What could she do? She had no idea, and usually having no idea what to do was a good inspiration for her doing nothing, but it felt different in this case. Sitting there in a roofless house did not speak of a sound mind. She’d look less suspicious somehow were she to bellydance from room to room in a roofless house, she thought. Yet it was also time to acknowledge that she was done calculating what was suspicious and how she would be perceived by others in what she did in life. This missing roof had put a foot down with respect to all that. She was clearly now on her own true, or false, path. She turned the TV off. Watching fat actual fornicators all day on the one hand and slender fake fornicators on the other had been fun, but it was over. The British call cookies “biscuits,” she thought, and we call cookies “cookies” and biscuits “biscuits.” She was going to be plain and correct from now on.
Bedtime
We did not know what to expect.
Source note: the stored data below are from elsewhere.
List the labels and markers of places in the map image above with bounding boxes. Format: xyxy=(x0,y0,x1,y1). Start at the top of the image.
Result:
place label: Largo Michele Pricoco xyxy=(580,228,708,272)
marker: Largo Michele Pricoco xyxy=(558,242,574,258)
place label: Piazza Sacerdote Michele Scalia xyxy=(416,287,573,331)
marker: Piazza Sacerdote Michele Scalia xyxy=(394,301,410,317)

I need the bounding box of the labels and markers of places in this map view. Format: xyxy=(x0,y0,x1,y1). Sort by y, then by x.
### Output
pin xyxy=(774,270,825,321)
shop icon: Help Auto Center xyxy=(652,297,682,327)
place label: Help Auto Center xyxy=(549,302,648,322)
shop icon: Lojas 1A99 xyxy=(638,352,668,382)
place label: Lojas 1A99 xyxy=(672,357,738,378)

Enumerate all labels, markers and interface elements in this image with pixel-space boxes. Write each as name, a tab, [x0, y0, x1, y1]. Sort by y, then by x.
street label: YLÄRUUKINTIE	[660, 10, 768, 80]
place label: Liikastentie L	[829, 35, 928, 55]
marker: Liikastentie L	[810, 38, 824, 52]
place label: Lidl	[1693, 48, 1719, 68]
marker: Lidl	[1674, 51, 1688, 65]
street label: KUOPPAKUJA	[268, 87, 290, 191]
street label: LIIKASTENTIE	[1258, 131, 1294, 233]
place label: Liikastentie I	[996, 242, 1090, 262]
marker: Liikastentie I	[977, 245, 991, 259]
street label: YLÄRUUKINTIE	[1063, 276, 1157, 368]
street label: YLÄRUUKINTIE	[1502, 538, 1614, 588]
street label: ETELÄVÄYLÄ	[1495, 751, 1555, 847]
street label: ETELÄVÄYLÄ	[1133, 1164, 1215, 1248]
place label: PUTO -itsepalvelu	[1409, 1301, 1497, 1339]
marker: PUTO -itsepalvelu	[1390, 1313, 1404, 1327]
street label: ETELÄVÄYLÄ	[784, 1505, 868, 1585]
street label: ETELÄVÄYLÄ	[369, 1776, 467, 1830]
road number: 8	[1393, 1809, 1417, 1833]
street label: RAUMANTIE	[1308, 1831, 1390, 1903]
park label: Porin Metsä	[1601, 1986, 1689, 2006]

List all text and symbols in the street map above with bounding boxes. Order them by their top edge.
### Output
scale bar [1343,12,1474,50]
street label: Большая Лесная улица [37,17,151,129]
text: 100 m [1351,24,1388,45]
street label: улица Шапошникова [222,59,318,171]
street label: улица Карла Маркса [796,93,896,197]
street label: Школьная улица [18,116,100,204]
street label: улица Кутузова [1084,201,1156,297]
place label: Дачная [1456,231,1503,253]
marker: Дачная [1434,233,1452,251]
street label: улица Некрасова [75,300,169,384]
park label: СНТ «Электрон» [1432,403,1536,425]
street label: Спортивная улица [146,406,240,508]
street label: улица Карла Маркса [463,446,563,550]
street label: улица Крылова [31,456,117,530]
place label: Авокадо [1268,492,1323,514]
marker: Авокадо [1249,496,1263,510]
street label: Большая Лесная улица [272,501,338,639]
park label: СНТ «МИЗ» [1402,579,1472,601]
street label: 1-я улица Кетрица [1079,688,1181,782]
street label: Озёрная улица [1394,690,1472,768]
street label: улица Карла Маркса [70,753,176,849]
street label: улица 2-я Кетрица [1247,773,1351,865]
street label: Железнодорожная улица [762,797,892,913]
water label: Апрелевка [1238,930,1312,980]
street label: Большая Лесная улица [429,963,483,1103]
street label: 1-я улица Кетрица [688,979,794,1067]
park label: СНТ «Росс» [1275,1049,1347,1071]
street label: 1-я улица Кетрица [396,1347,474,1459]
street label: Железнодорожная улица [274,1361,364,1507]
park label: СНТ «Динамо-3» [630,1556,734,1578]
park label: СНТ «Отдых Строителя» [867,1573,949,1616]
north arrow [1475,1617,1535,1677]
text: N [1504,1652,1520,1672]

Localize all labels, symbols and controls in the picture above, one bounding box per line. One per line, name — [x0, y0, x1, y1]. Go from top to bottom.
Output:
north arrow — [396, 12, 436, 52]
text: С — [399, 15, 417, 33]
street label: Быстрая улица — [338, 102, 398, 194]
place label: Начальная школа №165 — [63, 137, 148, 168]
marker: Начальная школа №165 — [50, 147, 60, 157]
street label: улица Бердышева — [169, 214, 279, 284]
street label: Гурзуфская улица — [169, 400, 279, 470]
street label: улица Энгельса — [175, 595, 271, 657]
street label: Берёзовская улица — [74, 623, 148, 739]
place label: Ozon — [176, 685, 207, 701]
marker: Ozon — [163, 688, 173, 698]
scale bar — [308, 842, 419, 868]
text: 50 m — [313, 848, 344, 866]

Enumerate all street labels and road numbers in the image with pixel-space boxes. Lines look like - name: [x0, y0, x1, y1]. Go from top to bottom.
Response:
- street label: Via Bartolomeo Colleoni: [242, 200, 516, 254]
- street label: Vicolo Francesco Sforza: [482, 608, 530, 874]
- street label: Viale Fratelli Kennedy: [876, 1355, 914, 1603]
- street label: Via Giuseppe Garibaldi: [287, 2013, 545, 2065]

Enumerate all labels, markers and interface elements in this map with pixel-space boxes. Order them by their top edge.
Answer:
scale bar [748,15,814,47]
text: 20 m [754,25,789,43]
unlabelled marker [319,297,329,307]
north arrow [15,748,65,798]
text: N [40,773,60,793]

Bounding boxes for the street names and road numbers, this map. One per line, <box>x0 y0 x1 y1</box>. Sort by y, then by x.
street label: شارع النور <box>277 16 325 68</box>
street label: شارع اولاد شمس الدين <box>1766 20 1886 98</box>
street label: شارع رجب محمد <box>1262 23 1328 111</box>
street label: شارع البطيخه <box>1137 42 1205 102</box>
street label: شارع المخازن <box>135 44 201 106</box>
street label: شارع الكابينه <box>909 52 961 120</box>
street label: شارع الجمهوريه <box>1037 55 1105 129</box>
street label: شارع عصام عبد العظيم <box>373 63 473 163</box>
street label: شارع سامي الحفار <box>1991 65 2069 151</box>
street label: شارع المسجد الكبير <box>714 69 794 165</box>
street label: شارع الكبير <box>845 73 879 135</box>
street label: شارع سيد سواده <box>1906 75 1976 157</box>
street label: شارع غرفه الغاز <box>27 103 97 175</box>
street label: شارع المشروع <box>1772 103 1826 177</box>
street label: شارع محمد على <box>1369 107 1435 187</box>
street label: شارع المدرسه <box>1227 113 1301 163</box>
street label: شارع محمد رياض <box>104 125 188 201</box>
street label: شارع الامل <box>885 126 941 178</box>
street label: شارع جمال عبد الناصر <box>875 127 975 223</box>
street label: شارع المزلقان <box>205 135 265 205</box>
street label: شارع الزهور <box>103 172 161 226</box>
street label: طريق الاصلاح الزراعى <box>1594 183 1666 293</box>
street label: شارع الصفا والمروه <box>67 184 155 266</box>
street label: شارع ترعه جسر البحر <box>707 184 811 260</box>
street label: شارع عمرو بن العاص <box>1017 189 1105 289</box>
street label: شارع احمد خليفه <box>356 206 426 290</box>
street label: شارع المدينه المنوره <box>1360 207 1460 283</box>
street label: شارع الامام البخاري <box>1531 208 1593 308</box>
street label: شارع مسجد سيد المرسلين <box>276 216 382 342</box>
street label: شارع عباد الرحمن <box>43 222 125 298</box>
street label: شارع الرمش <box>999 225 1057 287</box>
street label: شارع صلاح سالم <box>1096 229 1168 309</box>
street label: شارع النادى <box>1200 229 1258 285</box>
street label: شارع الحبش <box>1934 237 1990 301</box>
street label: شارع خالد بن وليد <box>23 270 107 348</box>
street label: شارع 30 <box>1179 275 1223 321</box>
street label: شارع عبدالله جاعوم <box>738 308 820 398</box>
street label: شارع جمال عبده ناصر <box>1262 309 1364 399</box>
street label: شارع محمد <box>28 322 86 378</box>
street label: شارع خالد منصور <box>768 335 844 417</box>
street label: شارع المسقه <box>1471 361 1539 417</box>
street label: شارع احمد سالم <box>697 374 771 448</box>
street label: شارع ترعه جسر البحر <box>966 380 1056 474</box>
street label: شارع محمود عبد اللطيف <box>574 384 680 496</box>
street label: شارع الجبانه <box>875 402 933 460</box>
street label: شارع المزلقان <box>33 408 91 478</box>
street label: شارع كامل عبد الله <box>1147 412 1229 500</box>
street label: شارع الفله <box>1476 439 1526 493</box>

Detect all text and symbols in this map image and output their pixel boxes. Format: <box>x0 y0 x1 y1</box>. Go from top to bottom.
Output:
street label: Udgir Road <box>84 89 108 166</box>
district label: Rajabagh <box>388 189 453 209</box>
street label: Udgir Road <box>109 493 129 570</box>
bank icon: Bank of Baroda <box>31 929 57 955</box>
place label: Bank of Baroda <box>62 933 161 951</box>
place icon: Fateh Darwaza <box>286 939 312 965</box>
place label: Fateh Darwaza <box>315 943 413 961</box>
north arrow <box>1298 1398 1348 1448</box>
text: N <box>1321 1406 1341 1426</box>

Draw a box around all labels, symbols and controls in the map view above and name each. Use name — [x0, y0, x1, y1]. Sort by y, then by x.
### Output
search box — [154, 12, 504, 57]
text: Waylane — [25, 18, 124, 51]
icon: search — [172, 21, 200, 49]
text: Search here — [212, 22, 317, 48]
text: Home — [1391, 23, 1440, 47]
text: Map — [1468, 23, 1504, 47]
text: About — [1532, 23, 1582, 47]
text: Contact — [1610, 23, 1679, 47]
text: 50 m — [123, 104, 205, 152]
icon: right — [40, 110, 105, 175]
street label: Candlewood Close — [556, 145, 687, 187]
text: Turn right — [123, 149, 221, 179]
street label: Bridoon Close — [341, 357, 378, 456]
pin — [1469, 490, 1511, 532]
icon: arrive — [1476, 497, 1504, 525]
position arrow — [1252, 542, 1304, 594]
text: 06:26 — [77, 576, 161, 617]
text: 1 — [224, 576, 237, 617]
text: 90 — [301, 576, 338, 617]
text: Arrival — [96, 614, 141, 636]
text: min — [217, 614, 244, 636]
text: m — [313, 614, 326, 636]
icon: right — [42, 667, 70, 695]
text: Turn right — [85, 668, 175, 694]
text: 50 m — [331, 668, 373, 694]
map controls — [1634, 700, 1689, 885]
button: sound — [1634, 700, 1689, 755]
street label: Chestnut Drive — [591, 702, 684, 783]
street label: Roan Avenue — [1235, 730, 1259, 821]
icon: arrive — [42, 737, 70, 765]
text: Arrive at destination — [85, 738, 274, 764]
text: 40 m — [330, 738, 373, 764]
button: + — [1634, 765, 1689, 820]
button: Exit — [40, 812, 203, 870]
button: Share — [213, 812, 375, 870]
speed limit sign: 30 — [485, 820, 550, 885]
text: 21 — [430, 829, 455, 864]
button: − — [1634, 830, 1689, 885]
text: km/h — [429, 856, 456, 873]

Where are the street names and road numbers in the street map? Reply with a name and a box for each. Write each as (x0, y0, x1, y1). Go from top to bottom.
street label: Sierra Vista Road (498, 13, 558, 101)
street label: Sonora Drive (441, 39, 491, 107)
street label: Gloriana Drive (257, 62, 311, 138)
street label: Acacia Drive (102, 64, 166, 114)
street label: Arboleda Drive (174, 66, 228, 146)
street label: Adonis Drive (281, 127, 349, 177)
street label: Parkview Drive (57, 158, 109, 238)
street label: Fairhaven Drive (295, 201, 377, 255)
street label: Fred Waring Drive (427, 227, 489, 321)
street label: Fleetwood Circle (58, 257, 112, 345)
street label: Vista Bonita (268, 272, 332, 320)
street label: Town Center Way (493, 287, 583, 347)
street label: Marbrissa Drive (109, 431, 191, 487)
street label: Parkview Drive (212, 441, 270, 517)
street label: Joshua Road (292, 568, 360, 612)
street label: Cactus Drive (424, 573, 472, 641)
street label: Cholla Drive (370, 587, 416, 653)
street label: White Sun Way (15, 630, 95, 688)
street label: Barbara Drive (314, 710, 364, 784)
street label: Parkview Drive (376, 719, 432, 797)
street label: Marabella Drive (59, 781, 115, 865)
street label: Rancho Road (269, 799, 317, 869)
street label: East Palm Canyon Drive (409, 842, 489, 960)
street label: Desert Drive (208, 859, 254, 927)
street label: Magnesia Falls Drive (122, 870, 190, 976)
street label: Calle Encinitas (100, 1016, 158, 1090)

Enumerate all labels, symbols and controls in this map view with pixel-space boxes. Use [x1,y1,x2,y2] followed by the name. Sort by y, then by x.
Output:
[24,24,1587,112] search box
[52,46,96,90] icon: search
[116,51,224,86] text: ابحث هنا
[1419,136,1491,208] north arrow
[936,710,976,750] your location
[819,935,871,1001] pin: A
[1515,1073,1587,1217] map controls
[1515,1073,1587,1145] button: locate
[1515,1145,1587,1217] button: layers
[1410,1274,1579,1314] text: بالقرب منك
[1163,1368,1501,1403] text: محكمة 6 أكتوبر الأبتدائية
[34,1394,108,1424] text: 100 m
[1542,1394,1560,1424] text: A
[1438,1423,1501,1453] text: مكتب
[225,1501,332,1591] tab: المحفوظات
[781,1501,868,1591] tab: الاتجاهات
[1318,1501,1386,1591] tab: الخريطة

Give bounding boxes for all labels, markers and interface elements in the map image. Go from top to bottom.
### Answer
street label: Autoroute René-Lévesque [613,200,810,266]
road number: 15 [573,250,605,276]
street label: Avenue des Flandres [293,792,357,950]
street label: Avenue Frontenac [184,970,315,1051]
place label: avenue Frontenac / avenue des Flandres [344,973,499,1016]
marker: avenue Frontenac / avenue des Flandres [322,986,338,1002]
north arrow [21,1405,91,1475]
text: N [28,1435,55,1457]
The salamanders were cooking their own meals, having repudiated fast food with a viciousness that was surprising coming out of those soft-bodied gentle souls. They wore little chef hats and deftly used their tiny utensils and did not complain much as they burned themselves, which, given the deliquescent quality of their moist skin and the heat of the stove, was nearly constantly. In fact it looked as if what they were cooking most was themselves. The happy suffering of the salamanders in the kitchen put us into a nervous and humble and vaguely guilty state. They had devised a way of cutting a standard Band-Aid into 128 pieces for dressing their wounds. The kitchen smelled of these fresh Band-Aids and earthworms and of the odd things they cooked.